La Sla è la forma più comune di malattia dei neuroni motori (in cui, cioè, a degenerare sono le cellule nervose che presiedono al controllo die muscoli), rappresentando circa l’85-90% dei casi. Benché le cause di queste malattie siano in gran parte sconosciute, da tempo si sospetta che i fattori ambientali svolgano un ruolo. Il nuovo studio dimostra che l’inquinamento atmosferico può essere uno di questi fattori.
Lo smog e la Sla
Lo studio ha coinvolto 1.463 partecipanti in Svezia con Sla di recente diagnosi, confrontati con 1.768 fratelli e oltre 7.000 controlli corrispondenti tratti dalla popolazione generale. I ricercatori hanno analizzato i livelli di polveri sottili (il particolato di varie dimensioni) e biossido di azoto presso i loro indirizzi di residenza fino a dieci anni prima della diagnosi. I valori medi annuali di questi inquinanti erano appena superiori alle linee guida dell’Oms e i valori di picco erano molto più bassi rispetto ai paesi con un elevato inquinamento atmosferico.

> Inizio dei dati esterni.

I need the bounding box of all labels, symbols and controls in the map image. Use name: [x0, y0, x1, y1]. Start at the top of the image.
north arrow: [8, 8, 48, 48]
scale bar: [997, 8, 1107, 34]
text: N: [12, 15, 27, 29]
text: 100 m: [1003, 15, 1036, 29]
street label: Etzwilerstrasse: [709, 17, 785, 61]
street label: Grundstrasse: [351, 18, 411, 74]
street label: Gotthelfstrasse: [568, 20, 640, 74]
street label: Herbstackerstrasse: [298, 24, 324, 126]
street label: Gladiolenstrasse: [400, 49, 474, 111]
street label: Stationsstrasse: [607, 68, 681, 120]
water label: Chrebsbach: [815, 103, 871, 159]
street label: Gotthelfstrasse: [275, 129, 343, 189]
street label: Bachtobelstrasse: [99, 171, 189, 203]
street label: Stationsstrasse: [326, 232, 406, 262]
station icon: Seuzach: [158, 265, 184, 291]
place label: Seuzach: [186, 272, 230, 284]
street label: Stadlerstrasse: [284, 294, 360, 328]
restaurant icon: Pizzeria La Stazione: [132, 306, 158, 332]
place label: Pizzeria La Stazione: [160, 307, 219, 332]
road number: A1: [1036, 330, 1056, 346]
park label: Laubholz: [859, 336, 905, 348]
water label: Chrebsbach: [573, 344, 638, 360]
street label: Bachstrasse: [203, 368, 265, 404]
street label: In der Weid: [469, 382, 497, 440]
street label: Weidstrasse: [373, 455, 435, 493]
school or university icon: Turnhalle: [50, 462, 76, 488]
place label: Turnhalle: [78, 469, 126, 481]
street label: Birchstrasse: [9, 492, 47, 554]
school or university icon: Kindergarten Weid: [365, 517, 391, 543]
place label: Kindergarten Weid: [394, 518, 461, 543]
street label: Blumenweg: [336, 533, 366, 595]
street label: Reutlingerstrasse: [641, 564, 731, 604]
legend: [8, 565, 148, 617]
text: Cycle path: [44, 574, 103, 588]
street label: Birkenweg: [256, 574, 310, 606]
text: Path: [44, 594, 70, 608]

Tuttavia, l’esposizione a lungo termine all’inquinamento atmosferico, anche a livelli relativamente bassi tipici della Svezia, è stata associata a un rischio dal 20 al 30% più elevato di sviluppare la Sla. Inoltre, le persone che avevano vissuto in aree con livelli di inquinamento atmosferico più elevati presentavano un deterioramento motorio e polmonare più rapido dopo la diagnosi; anche un rischio di morte più elevato e maggiori probabilità di necessitare di un trattamento con ventilazione invasiva. “I nostri risultati suggeriscono che l’inquinamento atmosferico potrebbe non solo contribuire all’insorgenza della malattia, ma anche influenzarne la velocità di progressione”, afferma Caroline Ingre del Karolinska Institutet.